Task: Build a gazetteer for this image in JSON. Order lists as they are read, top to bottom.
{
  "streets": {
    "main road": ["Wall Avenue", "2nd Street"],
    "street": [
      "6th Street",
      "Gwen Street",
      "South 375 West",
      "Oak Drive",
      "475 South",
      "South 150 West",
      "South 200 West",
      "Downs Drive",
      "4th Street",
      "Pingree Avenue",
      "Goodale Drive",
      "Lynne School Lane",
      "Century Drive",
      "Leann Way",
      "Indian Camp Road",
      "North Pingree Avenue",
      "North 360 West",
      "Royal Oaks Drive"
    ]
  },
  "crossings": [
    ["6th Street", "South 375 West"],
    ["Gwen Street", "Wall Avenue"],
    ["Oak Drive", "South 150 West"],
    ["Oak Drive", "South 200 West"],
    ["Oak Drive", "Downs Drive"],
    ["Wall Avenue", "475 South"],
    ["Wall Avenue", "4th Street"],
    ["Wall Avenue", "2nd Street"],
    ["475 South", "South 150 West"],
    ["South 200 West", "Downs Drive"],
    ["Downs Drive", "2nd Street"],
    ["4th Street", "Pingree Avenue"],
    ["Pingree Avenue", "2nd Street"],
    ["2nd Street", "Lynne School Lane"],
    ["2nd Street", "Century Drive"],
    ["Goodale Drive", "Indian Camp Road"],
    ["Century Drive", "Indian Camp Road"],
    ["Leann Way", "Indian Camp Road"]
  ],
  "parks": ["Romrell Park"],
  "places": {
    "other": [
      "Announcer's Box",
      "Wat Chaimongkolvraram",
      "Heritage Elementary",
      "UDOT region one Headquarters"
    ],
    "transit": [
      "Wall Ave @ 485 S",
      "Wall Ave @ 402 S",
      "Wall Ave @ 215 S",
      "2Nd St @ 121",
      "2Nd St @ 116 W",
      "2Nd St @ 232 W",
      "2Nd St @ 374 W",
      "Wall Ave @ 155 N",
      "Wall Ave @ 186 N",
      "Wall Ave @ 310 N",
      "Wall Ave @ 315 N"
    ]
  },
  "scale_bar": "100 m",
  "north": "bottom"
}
════
- Activity: Write the entries out again verbatim, every one of them.

- Result:
Task: Build a gazetteer for this image in JSON. Order lists as they are read, top to bottom.
{
  "streets": {
    "main road": ["Wall Avenue", "2nd Street"],
    "street": [
      "6th Street",
      "Gwen Street",
      "South 375 West",
      "Oak Drive",
      "475 South",
      "South 150 West",
      "South 200 West",
      "Downs Drive",
      "4th Street",
      "Pingree Avenue",
      "Goodale Drive",
      "Lynne School Lane",
      "Century Drive",
      "Leann Way",
      "Indian Camp Road",
      "North Pingree Avenue",
      "North 360 West",
      "Royal Oaks Drive"
    ]
  },
  "crossings": [
    ["6th Street", "South 375 West"],
    ["Gwen Street", "Wall Avenue"],
    ["Oak Drive", "South 150 West"],
    ["Oak Drive", "South 200 West"],
    ["Oak Drive", "Downs Drive"],
    ["Wall Avenue", "475 South"],
    ["Wall Avenue", "4th Street"],
    ["Wall Avenue", "2nd Street"],
    ["475 South", "South 150 West"],
    ["South 200 West", "Downs Drive"],
    ["Downs Drive", "2nd Street"],
    ["4th Street", "Pingree Avenue"],
    ["Pingree Avenue", "2nd Street"],
    ["2nd Street", "Lynne School Lane"],
    ["2nd Street", "Century Drive"],
    ["Goodale Drive", "Indian Camp Road"],
    ["Century Drive", "Indian Camp Road"],
    ["Leann Way", "Indian Camp Road"]
  ],
  "parks": ["Romrell Park"],
  "places": {
    "other": [
      "Announcer's Box",
      "Wat Chaimongkolvraram",
      "Heritage Elementary",
      "UDOT region one Headquarters"
    ],
    "transit": [
      "Wall Ave @ 485 S",
      "Wall Ave @ 402 S",
      "Wall Ave @ 215 S",
      "2Nd St @ 121",
      "2Nd St @ 116 W",
      "2Nd St @ 232 W",
      "2Nd St @ 374 W",
      "Wall Ave @ 155 N",
      "Wall Ave @ 186 N",
      "Wall Ave @ 310 N",
      "Wall Ave @ 315 N"
    ]
  },
  "scale_bar": "100 m",
  "north": "bottom"
}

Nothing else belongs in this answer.